Formosa Chemicals & Fibre Corp (台灣化學纖維), which produces aromatics and styrenics, yesterday adjusted downward its sales outlook for this quarter, citing lower-than-expected product prices.
The company expects its revenue this quarter would remain flat, at the NT$101.35 billion (US$3.37 billion) it recorded a quarter ago. Last month, the company said quarterly revenue would post sequential growth from last quarter.
“We can still secure more orders from our clients, but product prices are hovering at a low level,” company president Hong Fu-yuan (洪福源) said at a press conference.
Hong said HSBC’s China purchasing managers index (PMI) for the manufacturing sector last month, which rose only 0.1 points to 48.1 points from March, poses headwinds for its business this quarter, even though the second quarter is a traditionally strong season for the sector in China.
PRODUCTION
According to Hong, the production capacity of purified terephthalic acid would rise 21.95 percent to 2.5 million tonnes this month in China, from 2.05 million tonnes last month, while the demand in China this month would be only 2.45 million tonnes.
Production of paraxylene is also expected to increase by 5 million tonnes in South Korea, causing the price of paraxylene to remain low in the region, Hong said.
As a result, Formosa Chemicals & Fibre’s profit this quarter is likely to post a sequential decline from NT$5.67 billion a quarter ago because of a lower margin, he said.
The company registered revenue of NT$36.95 billion last month, up 7 percent from NT$34.53 billion a month earlier and up 2.8 percent from NT$35.93 billion a year ago, according to the company’s filing to the Taiwan Stock Exchange.
Hong said the revenue increase was because of rising sales volume last month from a month ago and a year ago, despite lower product prices.
Meanwhile, Formosa Plastics Corp (台塑), the nation’s largest producer of polyvinyl chloride, is bullish about this quarter because the Indian government imposed an antidumping tax upon its competitors in that country.
Company president Jason Lin (林健男) yesterday said the Indian government’s decision on April 7 to raise tariffs on companies selling polyvinyl chloride from China, Thailand, the US, Europe and Mexico — to between US$30 per tonne and US$190 per tonne, from under US$45 per tonne — would open up a demand gap of 330,000 tonnes a year in India.
As a result, the company’s revenue this quarter would be higher than a quarter ago, Lin said.
Formosa Plastics reported revenue of NT$19.73 billion, up 7 percent from NT$18.44 billion a month ago and up 9.9 percent from NT$17.94 billion a year ago.
NAN YA PLASTICS
Separately, Nan Ya Plastics Corp (南亞塑膠), the nation’s largest plastics maker, reported revenue of NT$27.58 billion last month, up 4.2 percent from NT$26.48 billion a month ago and 10.1 percent from NT$25.06 billion the previous year.
However, Formosa Petrochemical Corp (台塑石化), the nation’s only listed oil refiner, reported a revenue decline of 15.9 percent to NT$73.43 billion last month, from NT$87.34 billion a month ago, according to a filing.
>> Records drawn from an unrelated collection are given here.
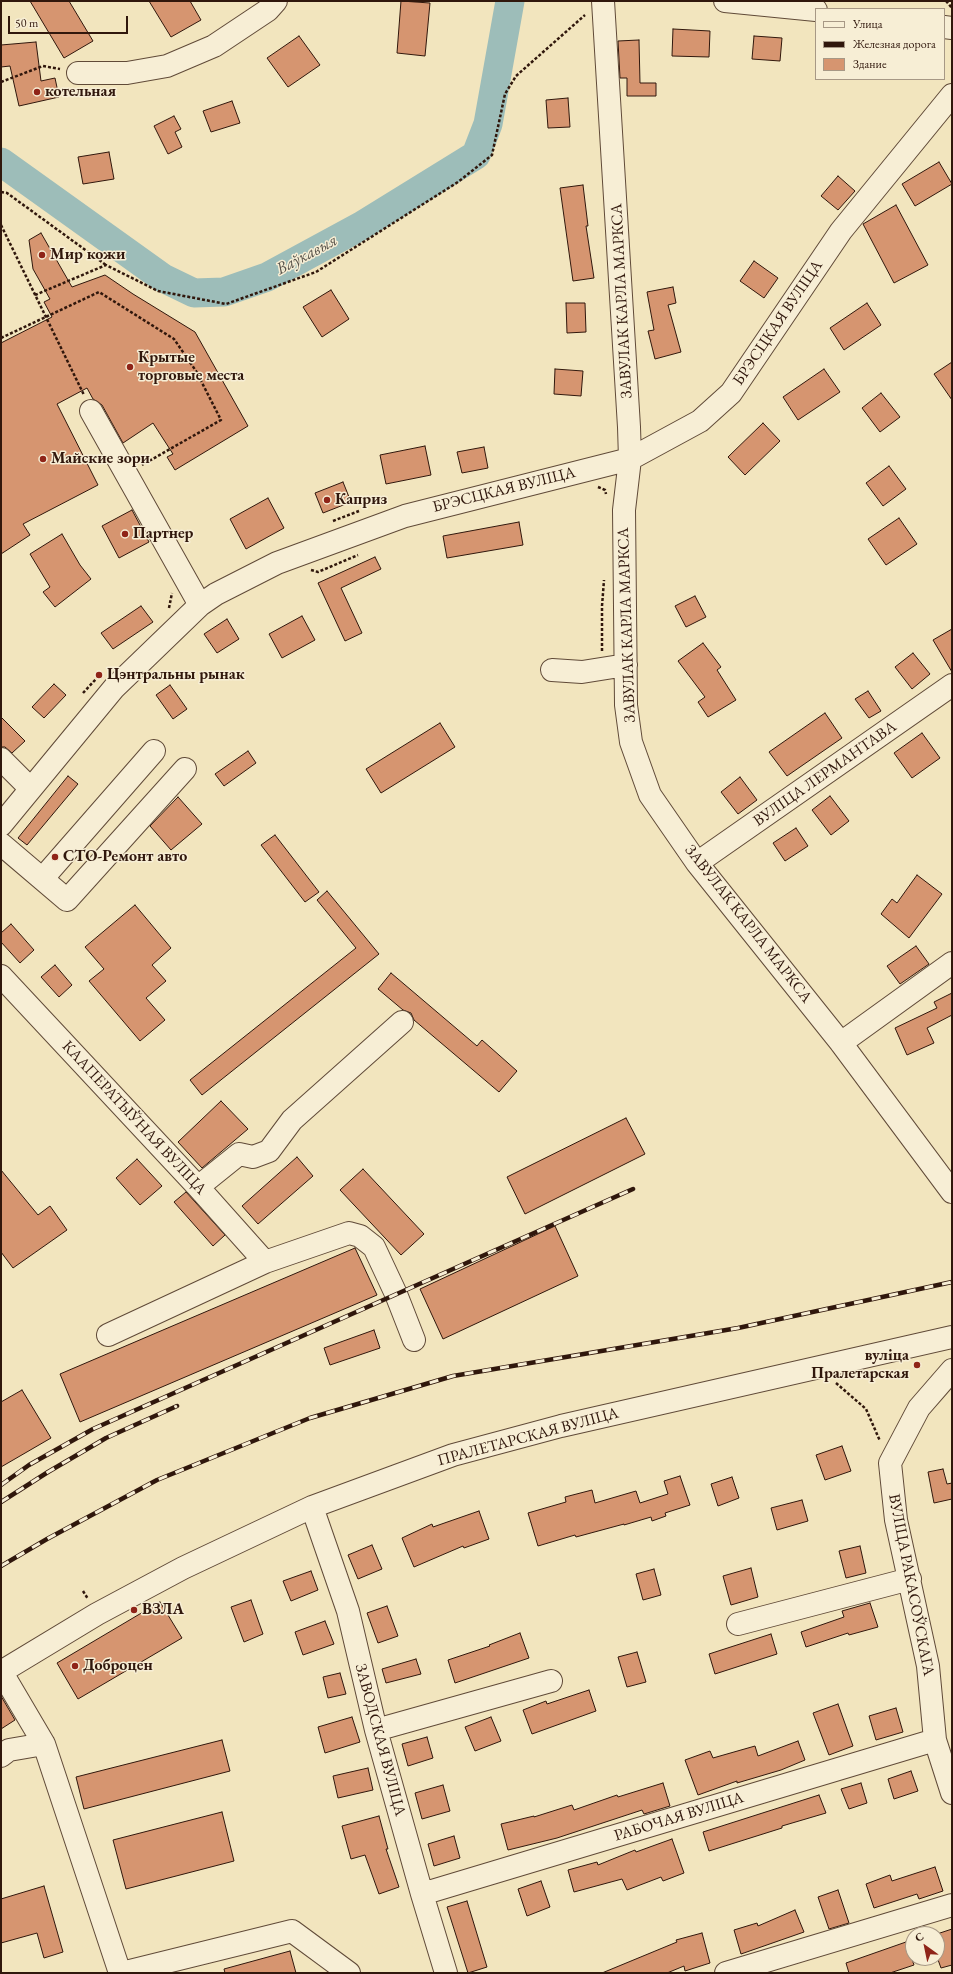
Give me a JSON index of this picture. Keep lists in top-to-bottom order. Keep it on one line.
{"streets":{"street":["ЗАВУЛАК КАРЛА МАРКСА","БРЭСЦКАЯ ВУЛІЦА","ВУЛІЦА ЛЕРМАНТАВА","КААПЕРАТЫЎНАЯ ВУЛІЦА","ПРАЛЕТАРСКАЯ ВУЛІЦА","ВУЛІЦА РАКАСОЎСКАГА","ЗАВОДСКАЯ ВУЛІЦА","РАБОЧАЯ ВУЛІЦА"]},"crossings":[["ЗАВУЛАК КАРЛА МАРКСА","БРЭСЦКАЯ ВУЛІЦА"],["ЗАВУЛАК КАРЛА МАРКСА","ВУЛІЦА ЛЕРМАНТАВА"],["ПРАЛЕТАРСКАЯ ВУЛІЦА","ЗАВОДСКАЯ ВУЛІЦА"],["ВУЛІЦА РАКАСОЎСКАГА","РАБОЧАЯ ВУЛІЦА"],["ЗАВОДСКАЯ ВУЛІЦА","РАБОЧАЯ ВУЛІЦА"]],"water":["Ваўкавыя"],"places":["котельная","Мир кожи","Крытые торговые места","Майские зори","Каприз","Партнер","Цэнтральны рынак","СТО-Ремонт авто","вуліца Пралетарская","ВЗЛА","Доброцен"],"legend":["Улица","Железная дорога","Здание"],"scale_bar":"50 m","north":"top left"}
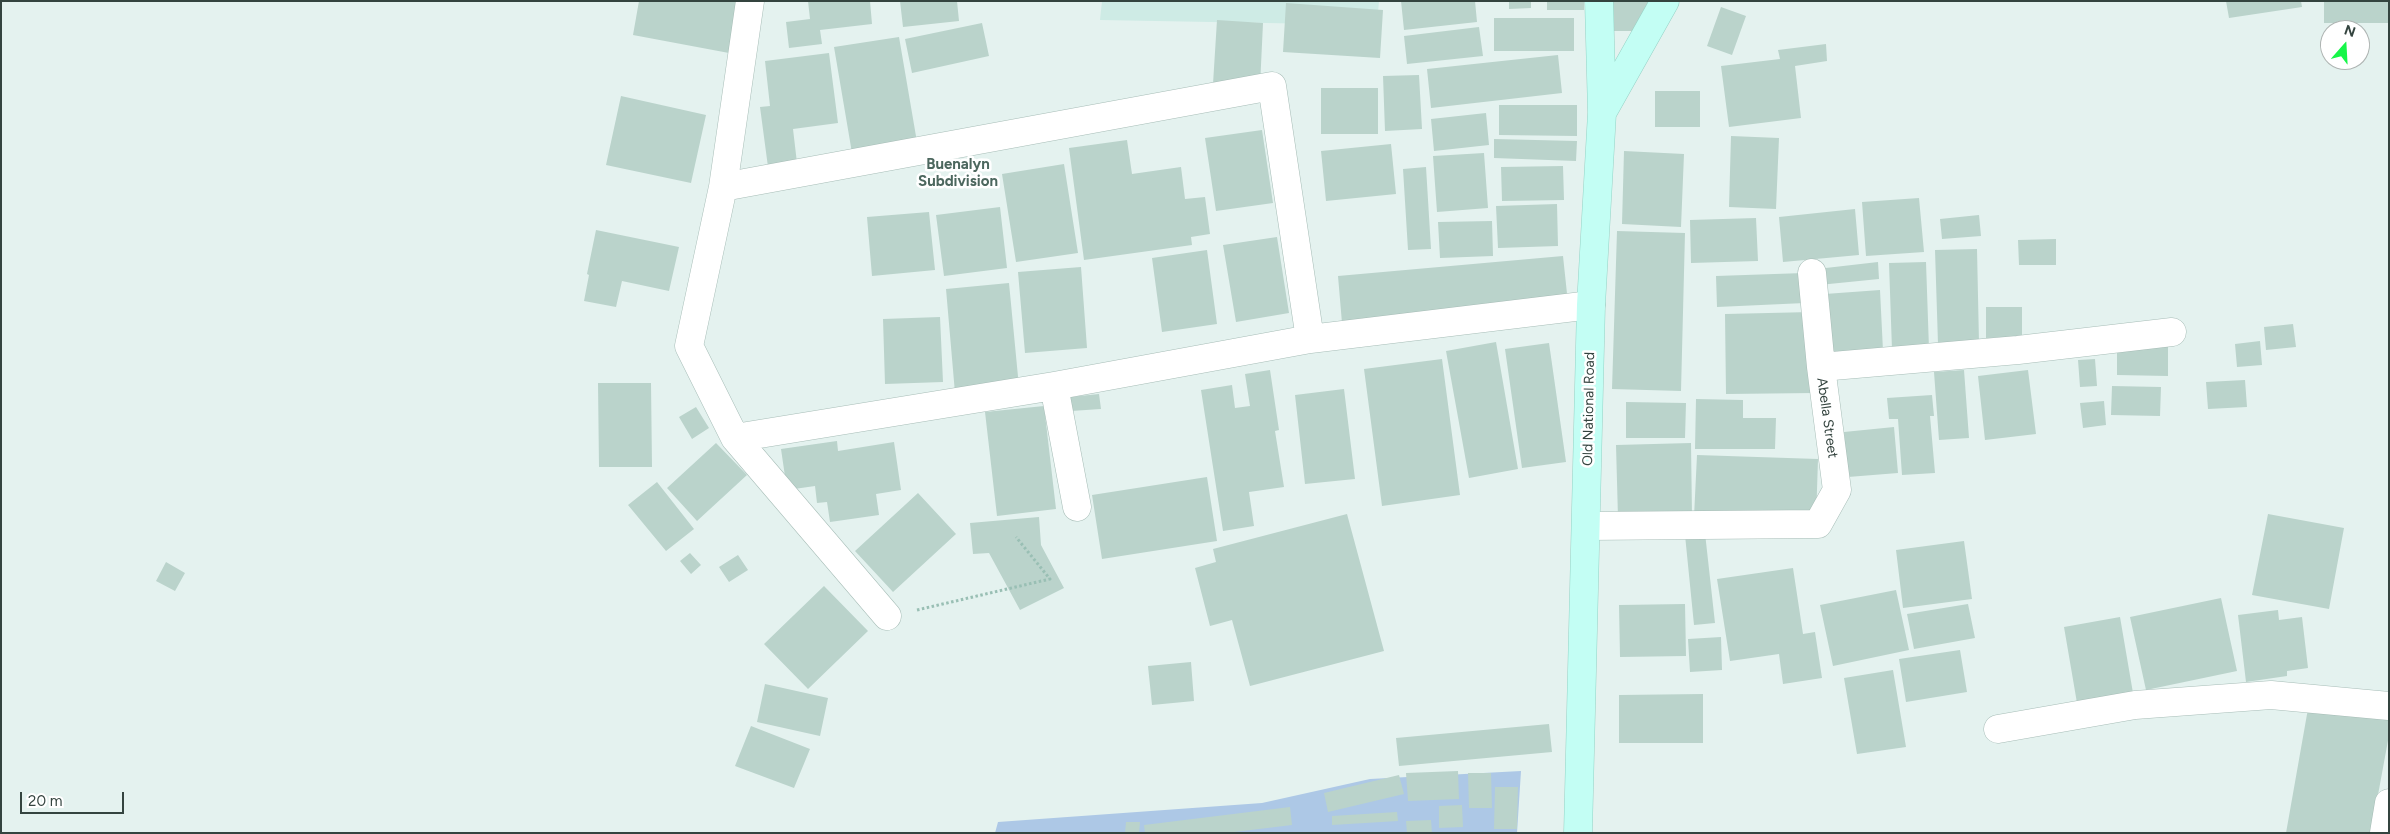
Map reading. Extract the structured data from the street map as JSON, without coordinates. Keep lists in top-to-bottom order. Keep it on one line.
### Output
{"streets":{"main road":["Old National Road"],"street":["Abella Street"]},"crossings":[["Old National Road","Abella Street"]],"districts":["Buenalyn Subdivision"],"scale_bar":"20 m","north":"top"}
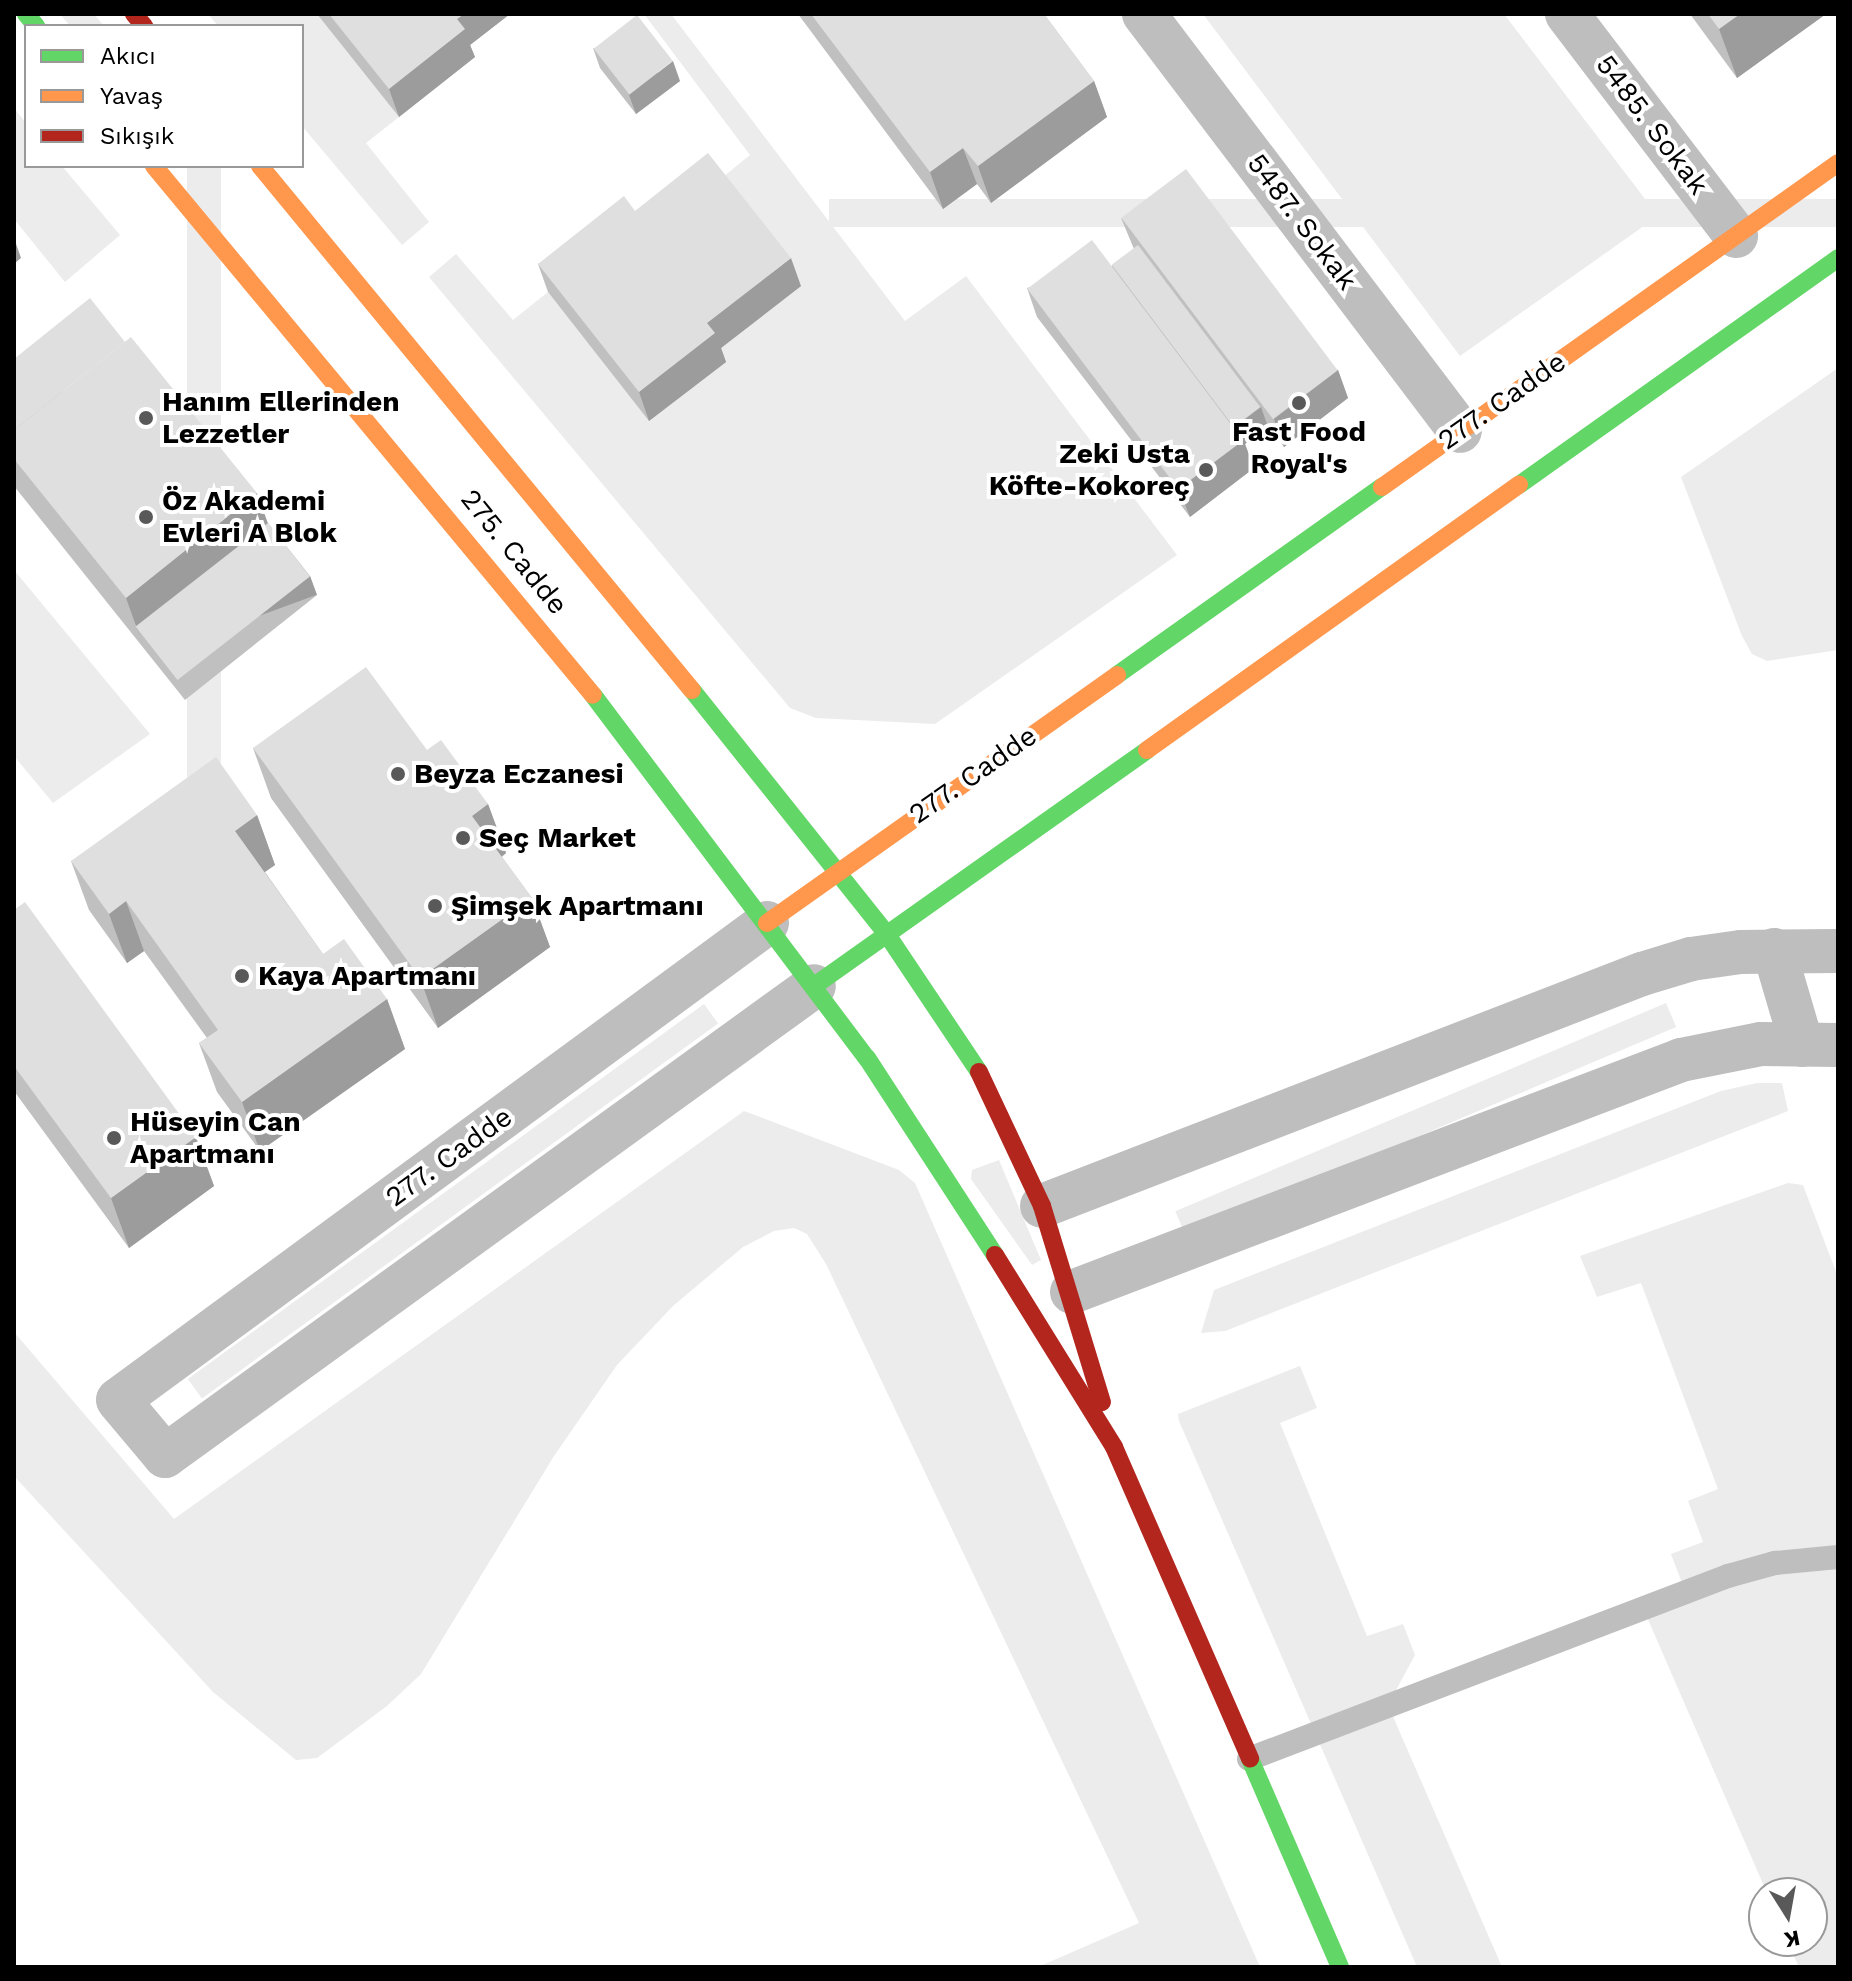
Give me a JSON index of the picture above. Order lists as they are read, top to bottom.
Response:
{
  "streets": {
    "street": [
      "5485. Sokak",
      "5487. Sokak",
      "277. Cadde",
      "275. Cadde"
    ]
  },
  "crossings": [
    ["5485. Sokak", "277. Cadde"],
    ["5487. Sokak", "277. Cadde"],
    ["277. Cadde", "275. Cadde"]
  ],
  "places": [
    "Fast Food Royal's",
    "Hanım Ellerinden Lezzetler",
    "Zeki Usta Köfte-Kokoreç",
    "Öz Akademi Evleri A Blok",
    "Beyza Eczanesi",
    "Seç Market",
    "Şimşek Apartmanı",
    "Kaya Apartmanı",
    "Hüseyin Can Apartmanı"
  ],
  "legend": ["Akıcı", "Yavaş", "Sıkışık"],
  "north": "bottom"
}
The figure was up 7.2 percent from NT$68.53 billion the previous year, the filing said.
Overall, the combined revenue generated from these four major units of Formosa Plastics Group declined 5.5 percent month-on-month but increased 6.9 percent year-on-year to NT$157.69 billion last month.
Cumulative revenue of these four units totaled NT$651.87 brillion in the first four months of the year, up 4.9 percent from the same period in the previous year, according to data compiled from the four companies’ stock exchange filings.